Selamun aleyküm
Hocam miras ile ilgili bir sorum olacaktı. Bir baba 2 erkek 1 kız çocoğuna ölmeden önce mallarını pay etti ve elinde sadece bir dükkân kaldı. O dükkân için ise, ben ölünce oğlanların olur dedi. Baba da öldü. Şimdi böyle bir durumda kızın o dükkânda hakkı olur mu?
*******
Ve aleyküm selam.
Kişi ölmeden önce malları üzerinde tasarruf sahibidir. Dilediği gibi harcar, çocuklarına da dilediği gibi pay edebilir. Ona kimsenin diyeceği bir şey olmaz. Çünkü İslâm hukukunun hükmü budur. Ancak evlatları arasında yapacağı hibelerde adalet ve hakkaniyetten ayrılmaması gerekir.
Öldükten sonrasına gelince… Ölen kimsenin arkaya bırakacağı mal, dinimizin miras hükümlerine göre taksim olunur; kime ne kadar pay düşüyorsa ona göre bölünür. Ölen kimsenin bu istikamette yapacağı vasiyet geçersizdir. Çünkü varis için vasiyet yoktur. Baba veya anne hayatta iken evladına bir hibe verecek ise, oğlan ve kız ayırmadan, herhangi bir ayırım yapmadan müsavi hibede bulunabilir. Sünnete uygun olan budur.
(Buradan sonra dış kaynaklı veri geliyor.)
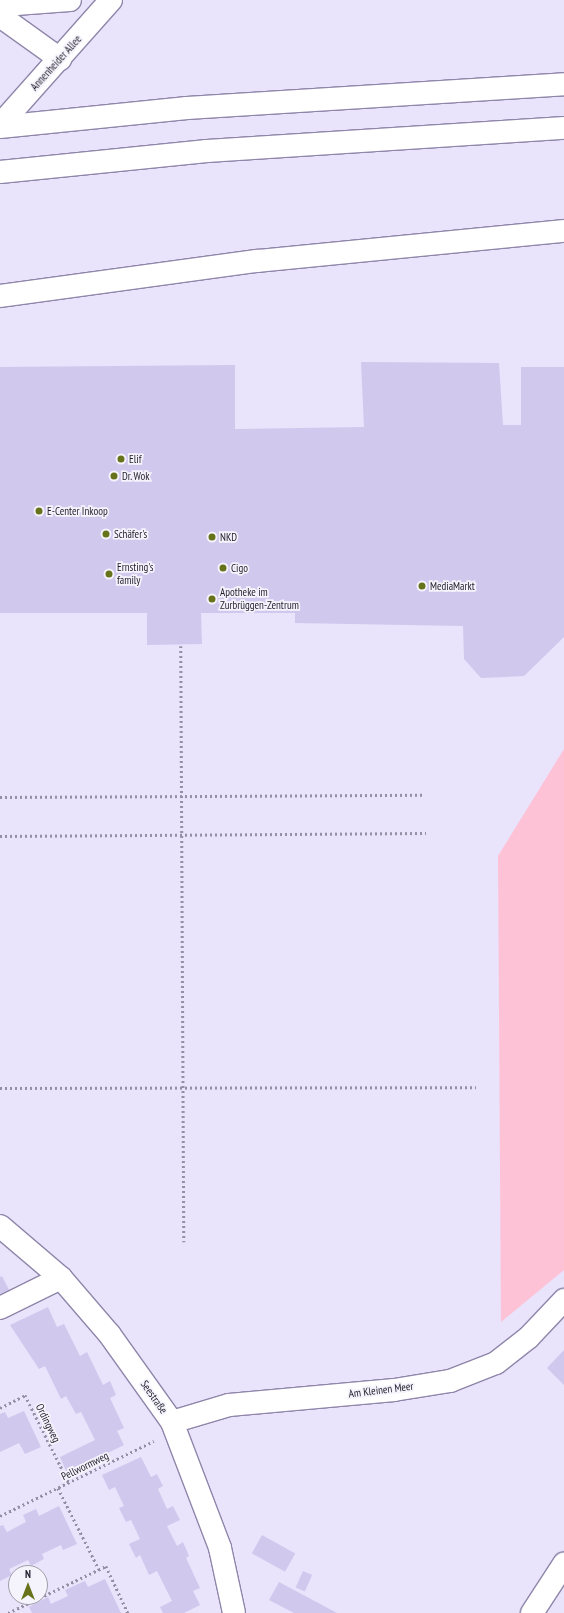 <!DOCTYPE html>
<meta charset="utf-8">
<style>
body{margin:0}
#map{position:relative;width:564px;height:1613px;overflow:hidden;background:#e9e3fb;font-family:"PT Sans Narrow",sans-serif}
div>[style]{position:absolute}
.green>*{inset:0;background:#fec2d7}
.building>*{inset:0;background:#d1c8ee;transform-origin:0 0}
.path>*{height:2.5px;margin-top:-1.25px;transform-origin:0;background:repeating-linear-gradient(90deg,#948fa3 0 2px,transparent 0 5px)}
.roads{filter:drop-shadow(1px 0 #8f86aa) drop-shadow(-1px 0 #8f86aa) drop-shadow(0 1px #8f86aa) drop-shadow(0 -1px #8f86aa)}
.minor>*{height:22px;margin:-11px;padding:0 11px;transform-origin:11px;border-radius:11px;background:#fff}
.secondary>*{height:22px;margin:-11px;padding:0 11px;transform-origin:11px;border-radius:11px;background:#fff}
.motorway>*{height:22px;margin:-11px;padding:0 11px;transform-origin:11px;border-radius:11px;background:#fff}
.dots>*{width:11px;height:11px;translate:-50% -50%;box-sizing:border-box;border:2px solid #f5f3fb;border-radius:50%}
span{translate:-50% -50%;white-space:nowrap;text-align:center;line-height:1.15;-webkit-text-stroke:3.5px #f5f3fb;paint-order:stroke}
.street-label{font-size:11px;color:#211e2c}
.poi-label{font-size:11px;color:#211e2c}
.left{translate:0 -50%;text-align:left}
.north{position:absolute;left:8px;top:1565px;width:40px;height:40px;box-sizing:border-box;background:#f5f3fb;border:1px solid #a09ea8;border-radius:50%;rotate:0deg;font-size:11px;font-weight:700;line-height:16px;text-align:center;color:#211e2c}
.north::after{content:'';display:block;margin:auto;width:14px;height:18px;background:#68721b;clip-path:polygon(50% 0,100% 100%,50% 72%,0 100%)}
</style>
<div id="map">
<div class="green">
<i style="clip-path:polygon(564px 749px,564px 1270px,501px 1322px,498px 856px)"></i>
</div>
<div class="building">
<i style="clip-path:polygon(361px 362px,499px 363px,503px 425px,521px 425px,521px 367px,564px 367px,564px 637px,524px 676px,481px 678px,464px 659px,463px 626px,295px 623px,295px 613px,201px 613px,202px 644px,147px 645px,147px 613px,0 613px,0 367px,235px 365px,235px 429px,364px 427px)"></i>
<i style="clip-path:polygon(2px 1276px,9px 1290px,0 1294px,0 1277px)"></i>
<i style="clip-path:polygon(48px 1307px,57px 1327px,64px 1324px,80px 1356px,87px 1352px,103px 1385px,110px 1381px,116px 1395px,110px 1398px,124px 1428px,117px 1431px,124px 1445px,67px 1473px,60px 1457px,95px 1440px,81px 1412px,76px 1414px,66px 1396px,61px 1399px,45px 1366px,39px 1369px,10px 1325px)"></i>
<i style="clip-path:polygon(564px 1350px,564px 1385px,547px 1368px)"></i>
<i style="clip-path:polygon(24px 1411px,41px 1447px,25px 1454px,19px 1443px,0 1452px,0 1414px,5px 1412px,8px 1418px)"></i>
<i style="clip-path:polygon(141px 1457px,151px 1477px,157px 1474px,163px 1486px,158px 1489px,167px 1509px,173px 1506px,180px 1520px,167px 1526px,177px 1546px,183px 1542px,189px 1556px,186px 1558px,200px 1588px,193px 1591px,200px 1605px,184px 1613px,163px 1613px,160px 1607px,172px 1601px,157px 1571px,149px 1575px,140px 1555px,136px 1558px,129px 1544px,140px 1539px,131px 1520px,126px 1522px,119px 1508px,124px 1506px,115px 1487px,109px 1490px,102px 1475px)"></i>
<i style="clip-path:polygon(59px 1506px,77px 1544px,63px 1550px,61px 1545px,42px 1554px,44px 1559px,31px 1566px,28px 1560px,9px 1569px,12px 1575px,0 1581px,0 1526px,3px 1525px,7px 1532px,26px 1522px,23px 1515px,36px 1509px,39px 1516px)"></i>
<i style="left:262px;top:1535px;width:38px;height:21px;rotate:29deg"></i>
<i style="left:303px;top:1571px;width:10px;height:18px;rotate:24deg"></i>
<i style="clip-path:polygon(105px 1579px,121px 1613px,32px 1613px,29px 1607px,48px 1597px,51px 1604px,68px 1596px,65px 1590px,85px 1581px,88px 1587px)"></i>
<i style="clip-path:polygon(279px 1582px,337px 1613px,294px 1613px,269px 1600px)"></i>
</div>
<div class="path">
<i style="left:181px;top:646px;width:596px;rotate:89.71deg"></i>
<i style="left:0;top:797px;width:425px;rotate:-0.3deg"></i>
<i style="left:0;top:836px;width:426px;rotate:-0.4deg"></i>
<i style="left:0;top:1088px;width:476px;rotate:-0.1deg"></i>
<i style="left:0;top:1408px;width:28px;rotate:-27deg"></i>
<i style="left:25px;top:1395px;width:98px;rotate:63.4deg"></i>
<i style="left:58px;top:1488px;width:91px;rotate:63.2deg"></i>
<i style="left:0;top:1516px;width:171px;rotate:-26deg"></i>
<i style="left:8px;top:1613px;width:109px;rotate:-25.6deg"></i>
<i style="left:106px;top:1566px;width:52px;rotate:64.9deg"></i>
</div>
<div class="roads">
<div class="minor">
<i style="left:0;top:1226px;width:80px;rotate:40.4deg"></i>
<i style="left:61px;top:1278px;width:75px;rotate:49.3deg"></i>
<i style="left:110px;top:1335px;width:107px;rotate:54.5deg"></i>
<i style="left:172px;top:1422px;width:135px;rotate:69.1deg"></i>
<i style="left:220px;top:1548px;width:66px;rotate:77.8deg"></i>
<i style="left:0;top:1308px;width:68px;rotate:-26.2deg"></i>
<i style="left:172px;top:1422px;width:59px;rotate:-16.6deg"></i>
<i style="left:229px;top:1405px;width:166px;rotate:-5.2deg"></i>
<i style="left:394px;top:1390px;width:57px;rotate:-9.1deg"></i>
<i style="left:450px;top:1381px;width:49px;rotate:-21.4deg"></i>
<i style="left:496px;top:1363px;width:42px;rotate:-38.2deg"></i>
<i style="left:529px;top:1337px;width:51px;rotate:-46.6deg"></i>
<i style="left:532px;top:1613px;width:59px;rotate:-56.9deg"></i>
</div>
<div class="secondary">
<i style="left:0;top:125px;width:167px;rotate:-48.4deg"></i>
</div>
<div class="motorway">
<i style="left:6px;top:0;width:11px;rotate:22deg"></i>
<i style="left:16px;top:4px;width:54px;rotate:-4.2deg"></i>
<i style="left:0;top:16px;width:74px;rotate:35.6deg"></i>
<i style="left:0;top:127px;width:188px;rotate:-5.8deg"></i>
<i style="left:187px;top:108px;width:378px;rotate:-3.6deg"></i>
<i style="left:0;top:172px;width:208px;rotate:-5.8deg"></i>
<i style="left:207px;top:151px;width:358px;rotate:-3.7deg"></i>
<i style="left:0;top:296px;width:259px;rotate:-7.8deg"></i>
<i style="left:257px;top:261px;width:308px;rotate:-5.6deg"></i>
</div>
</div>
<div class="dots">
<i style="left:121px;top:459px;background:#68721b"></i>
<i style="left:114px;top:476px;background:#68721b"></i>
<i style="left:39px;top:511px;background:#68721b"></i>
<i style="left:106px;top:534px;background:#68721b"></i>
<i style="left:212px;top:537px;background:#68721b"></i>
<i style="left:223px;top:568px;background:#68721b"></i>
<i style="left:109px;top:574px;background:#68721b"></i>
<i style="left:422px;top:586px;background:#68721b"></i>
<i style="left:212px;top:599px;background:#68721b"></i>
</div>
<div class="street-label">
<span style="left:56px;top:63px;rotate:-48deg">Annenheider Allee</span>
<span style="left:381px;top:1390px;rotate:-7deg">Am Kleinen Meer</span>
<span style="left:154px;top:1397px;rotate:55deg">Seestraße</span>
<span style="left:48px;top:1423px;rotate:64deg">Ordingweg</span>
<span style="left:85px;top:1466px;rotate:-26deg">Pellwormweg</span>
</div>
<div class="poi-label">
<span class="left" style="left:129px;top:459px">Elif</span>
<span class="left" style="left:122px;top:476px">Dr. Wok</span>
<span class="left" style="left:47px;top:511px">E-Center Inkoop</span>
<span class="left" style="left:114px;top:534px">Schäfer's</span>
<span class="left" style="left:220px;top:537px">NKD</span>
<span class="left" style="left:117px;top:574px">Ernsting's<br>family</span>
<span class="left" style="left:231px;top:568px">Cigo</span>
<span class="left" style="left:430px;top:586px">MediaMarkt</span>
<span class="left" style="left:220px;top:599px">Apotheke im<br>Zurbrüggen-Zentrum</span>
</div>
<div class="north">N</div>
</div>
Bu mevzuda şöyle bir hadis bulunmaktadır: Âmir eş-Şa’bî (r.a.) şöyle demiştir:
Ben Nûmân İbn Beşîr’den (r.a.) kendisi (Kûfe’de) minber üzerinde hutbe okurken işittim; şöyle diyordu: “Babam Beşîr, (annemin zorlamasıyla) bana bir köle hibe etmişti. Annem Ravâha kızı Amre (babama): Sen bu hibeye Rasûlullah’ı şâhit yapmadıkça inanmam, razı olmam, dedi. Bunun uzerine babam Beşîr, Rasûlullah’a (s.a.v.) gidip:
- Yâ Rasûlallah! Ben Amre binti Ravâha’dan doğan oğluma bir köle hediye verdim. Fakat yâ Rasûlallah, Amre bana bu hibeye seni şahit tutmamı emretti, dedi. Rasûlullah (s.a.v.),
- ‘Sen Nûmân’a verdiğin hediyen gibi öbür çocuklarına da verdin mi?’ diye sordu. Beşîr:
- Hayır (vermedim), dedi.
Bunun üzerine Rasûl-i Ekrem (s.a.v.), Beşîr’e;
‘Allah’tan korkun da çocuklarınız arasında adaletli davranın.’ buyurdu.
Nûmân (r.a.) şöyle dedi: Artık babam, Nebî sallallâhu aleyhi vesellem’in yanından dönüp geldi ve bana verdiği hediyesini geri aldı.” [Buhari, Sahih, Hibe, 11]
Velhâsıl, bir baba hayatta iken çocuklarına vereceği hibelerde / hediyelerde âdil ve müsavi davranmaya gayret etmelidir. Öldükten sonrası için de çocuklarını mirasından mahrum edemez. Bir çocuğunu diğerinden ayırıp kayıramaz. Minasçılar erkek veya kız herkes, İslâm miras hukukuna göre kendi paylarına düşeni alırlar.